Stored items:
··········

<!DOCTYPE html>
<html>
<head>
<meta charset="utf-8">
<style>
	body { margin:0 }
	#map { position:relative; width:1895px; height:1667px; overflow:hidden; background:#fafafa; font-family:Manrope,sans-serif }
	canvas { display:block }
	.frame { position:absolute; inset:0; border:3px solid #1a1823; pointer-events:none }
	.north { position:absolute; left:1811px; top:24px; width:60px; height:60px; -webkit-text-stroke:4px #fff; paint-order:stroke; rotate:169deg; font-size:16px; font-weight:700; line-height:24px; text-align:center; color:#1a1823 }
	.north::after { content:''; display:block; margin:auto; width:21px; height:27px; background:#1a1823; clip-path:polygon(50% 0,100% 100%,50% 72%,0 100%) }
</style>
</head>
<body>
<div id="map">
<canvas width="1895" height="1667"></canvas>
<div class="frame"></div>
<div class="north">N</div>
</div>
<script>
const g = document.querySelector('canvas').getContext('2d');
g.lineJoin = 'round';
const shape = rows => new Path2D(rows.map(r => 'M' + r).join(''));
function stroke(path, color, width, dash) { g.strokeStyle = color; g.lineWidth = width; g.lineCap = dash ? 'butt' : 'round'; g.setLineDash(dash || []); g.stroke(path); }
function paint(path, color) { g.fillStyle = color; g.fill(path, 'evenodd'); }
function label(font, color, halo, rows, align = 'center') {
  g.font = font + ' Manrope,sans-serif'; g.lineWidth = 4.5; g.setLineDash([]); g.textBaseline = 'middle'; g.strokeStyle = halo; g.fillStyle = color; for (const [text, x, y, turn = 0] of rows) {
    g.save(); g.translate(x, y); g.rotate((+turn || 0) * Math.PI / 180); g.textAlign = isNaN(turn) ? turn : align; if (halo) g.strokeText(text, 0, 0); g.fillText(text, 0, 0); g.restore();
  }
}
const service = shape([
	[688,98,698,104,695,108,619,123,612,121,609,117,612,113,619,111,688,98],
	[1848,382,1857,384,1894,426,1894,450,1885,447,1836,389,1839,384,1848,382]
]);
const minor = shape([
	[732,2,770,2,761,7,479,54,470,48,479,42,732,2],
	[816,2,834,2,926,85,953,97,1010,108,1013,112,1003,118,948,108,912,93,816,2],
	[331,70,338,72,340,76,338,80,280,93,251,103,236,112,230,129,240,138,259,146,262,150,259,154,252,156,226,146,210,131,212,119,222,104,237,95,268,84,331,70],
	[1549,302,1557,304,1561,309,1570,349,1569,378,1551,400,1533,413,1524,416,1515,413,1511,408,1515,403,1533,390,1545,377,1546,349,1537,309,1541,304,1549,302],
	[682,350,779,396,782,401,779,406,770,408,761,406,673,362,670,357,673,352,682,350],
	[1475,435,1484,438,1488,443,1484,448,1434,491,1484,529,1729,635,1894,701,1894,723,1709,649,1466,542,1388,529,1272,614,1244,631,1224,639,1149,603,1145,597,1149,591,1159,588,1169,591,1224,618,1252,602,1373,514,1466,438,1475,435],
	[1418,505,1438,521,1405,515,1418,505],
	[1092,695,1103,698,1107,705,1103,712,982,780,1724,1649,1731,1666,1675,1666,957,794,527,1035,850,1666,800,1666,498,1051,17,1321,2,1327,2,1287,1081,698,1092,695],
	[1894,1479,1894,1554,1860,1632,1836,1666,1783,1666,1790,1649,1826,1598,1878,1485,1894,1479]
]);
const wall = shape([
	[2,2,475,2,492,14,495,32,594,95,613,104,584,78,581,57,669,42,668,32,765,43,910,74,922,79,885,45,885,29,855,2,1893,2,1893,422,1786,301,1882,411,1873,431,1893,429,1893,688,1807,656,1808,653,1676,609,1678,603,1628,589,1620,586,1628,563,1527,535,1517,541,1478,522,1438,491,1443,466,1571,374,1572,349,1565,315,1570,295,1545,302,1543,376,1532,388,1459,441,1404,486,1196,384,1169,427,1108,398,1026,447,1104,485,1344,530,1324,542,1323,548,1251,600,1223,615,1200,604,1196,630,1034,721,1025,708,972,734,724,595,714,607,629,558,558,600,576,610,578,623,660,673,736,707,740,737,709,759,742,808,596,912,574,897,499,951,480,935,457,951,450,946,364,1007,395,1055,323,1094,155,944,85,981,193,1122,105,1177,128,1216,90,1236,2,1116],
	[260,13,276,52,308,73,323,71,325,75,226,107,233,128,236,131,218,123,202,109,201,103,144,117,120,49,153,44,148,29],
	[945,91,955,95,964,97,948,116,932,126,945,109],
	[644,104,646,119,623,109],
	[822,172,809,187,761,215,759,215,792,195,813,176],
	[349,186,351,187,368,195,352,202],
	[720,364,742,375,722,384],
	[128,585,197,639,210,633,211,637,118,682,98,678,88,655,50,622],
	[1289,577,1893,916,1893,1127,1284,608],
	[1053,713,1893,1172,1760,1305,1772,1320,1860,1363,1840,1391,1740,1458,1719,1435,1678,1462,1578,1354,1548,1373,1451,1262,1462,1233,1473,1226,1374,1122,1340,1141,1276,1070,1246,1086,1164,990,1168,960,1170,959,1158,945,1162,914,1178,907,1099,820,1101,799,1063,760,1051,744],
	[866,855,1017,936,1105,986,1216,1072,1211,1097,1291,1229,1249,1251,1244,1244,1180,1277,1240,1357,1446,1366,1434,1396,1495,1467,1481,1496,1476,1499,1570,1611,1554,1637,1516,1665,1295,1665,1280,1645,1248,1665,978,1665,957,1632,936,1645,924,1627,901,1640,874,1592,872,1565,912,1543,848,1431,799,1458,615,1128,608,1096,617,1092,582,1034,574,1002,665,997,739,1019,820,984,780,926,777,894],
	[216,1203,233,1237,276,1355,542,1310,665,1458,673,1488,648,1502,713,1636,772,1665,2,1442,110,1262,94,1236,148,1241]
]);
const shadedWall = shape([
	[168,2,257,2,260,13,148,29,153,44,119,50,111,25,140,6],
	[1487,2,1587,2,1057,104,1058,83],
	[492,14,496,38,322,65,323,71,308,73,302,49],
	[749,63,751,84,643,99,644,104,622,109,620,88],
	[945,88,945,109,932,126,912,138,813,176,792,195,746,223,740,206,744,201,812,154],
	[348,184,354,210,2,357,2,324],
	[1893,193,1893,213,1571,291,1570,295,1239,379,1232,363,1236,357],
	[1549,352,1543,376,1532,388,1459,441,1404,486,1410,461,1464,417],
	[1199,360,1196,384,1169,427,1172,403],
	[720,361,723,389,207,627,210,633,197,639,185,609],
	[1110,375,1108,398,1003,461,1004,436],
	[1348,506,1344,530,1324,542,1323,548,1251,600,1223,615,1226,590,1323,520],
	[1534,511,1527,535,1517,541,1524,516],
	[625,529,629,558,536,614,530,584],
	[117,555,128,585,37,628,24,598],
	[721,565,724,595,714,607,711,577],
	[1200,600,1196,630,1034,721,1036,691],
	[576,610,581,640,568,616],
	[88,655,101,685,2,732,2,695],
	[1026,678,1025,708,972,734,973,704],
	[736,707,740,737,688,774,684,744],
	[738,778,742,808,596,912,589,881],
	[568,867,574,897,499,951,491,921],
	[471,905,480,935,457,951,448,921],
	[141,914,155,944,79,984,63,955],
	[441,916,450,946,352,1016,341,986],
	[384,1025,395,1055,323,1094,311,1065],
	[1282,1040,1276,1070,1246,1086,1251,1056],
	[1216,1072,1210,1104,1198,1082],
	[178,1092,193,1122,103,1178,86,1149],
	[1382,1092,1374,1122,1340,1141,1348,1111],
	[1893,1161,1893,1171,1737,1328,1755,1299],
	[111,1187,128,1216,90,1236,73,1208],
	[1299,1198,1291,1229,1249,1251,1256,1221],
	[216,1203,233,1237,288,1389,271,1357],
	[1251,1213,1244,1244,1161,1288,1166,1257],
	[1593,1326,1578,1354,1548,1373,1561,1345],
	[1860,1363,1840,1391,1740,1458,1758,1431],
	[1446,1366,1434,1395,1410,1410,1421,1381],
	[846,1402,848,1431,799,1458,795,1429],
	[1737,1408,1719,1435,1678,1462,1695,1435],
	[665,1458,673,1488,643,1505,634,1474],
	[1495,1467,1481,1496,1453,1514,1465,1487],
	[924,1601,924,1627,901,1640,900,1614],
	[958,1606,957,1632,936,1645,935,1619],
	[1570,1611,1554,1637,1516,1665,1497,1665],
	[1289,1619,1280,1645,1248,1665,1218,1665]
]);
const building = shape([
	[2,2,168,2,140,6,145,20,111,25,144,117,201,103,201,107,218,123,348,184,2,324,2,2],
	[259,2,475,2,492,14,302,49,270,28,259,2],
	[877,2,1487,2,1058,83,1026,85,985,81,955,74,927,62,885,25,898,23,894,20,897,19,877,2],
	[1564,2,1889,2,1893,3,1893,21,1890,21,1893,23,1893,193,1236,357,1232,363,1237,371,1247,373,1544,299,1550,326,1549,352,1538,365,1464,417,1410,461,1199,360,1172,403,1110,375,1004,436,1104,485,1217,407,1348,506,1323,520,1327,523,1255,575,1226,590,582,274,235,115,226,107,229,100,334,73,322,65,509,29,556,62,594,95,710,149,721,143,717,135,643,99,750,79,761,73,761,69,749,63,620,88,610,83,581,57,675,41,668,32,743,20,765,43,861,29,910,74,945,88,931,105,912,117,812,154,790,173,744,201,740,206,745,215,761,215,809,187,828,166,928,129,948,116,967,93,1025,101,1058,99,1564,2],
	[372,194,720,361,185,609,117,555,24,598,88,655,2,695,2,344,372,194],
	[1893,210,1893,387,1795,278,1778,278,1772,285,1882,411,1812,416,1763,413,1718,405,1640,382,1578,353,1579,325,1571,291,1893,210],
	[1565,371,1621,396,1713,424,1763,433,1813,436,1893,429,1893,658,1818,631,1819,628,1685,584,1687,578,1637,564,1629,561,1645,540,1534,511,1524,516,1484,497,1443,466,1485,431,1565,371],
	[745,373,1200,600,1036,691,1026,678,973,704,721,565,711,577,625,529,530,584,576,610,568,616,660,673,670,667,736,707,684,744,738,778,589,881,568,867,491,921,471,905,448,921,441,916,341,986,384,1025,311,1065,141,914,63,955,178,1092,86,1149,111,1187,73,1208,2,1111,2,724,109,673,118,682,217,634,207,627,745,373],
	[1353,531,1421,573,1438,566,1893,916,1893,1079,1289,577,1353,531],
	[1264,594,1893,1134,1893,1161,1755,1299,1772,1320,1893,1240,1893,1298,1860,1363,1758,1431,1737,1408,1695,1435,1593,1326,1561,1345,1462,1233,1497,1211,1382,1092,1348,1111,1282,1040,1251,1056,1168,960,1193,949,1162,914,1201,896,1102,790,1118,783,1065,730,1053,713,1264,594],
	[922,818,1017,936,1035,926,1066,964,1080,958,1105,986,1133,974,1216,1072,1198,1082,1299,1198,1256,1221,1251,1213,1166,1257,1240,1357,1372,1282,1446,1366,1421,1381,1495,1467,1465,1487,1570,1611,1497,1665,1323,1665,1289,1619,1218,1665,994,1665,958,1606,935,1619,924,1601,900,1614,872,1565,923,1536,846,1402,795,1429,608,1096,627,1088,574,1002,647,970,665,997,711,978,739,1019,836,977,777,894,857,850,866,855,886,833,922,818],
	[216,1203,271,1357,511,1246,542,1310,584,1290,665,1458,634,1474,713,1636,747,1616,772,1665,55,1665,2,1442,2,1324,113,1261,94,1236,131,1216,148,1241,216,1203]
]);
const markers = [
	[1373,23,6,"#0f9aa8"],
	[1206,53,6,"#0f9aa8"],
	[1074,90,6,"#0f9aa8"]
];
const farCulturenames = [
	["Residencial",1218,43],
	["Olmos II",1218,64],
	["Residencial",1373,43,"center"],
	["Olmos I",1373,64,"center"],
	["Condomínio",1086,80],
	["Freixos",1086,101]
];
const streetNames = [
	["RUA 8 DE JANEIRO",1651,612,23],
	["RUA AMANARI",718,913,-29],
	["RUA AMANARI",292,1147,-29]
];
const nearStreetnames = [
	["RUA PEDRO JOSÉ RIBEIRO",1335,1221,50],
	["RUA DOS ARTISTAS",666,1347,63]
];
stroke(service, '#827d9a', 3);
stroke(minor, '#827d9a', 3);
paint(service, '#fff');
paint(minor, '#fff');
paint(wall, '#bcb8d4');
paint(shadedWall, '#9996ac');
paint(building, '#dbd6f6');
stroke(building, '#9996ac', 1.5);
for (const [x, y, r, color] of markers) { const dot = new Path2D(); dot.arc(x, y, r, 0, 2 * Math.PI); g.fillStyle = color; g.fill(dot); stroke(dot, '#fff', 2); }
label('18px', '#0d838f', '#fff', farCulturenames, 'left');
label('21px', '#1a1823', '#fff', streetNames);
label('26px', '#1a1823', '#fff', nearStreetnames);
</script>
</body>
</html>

··········

EXERCISE
Please go line by line through the records above, copying each one that holds the string "frame".

RESPONSE
	.frame { position:absolute; inset:0; border:3px solid #1a1823; pointer-events:none }
<div class="frame"></div>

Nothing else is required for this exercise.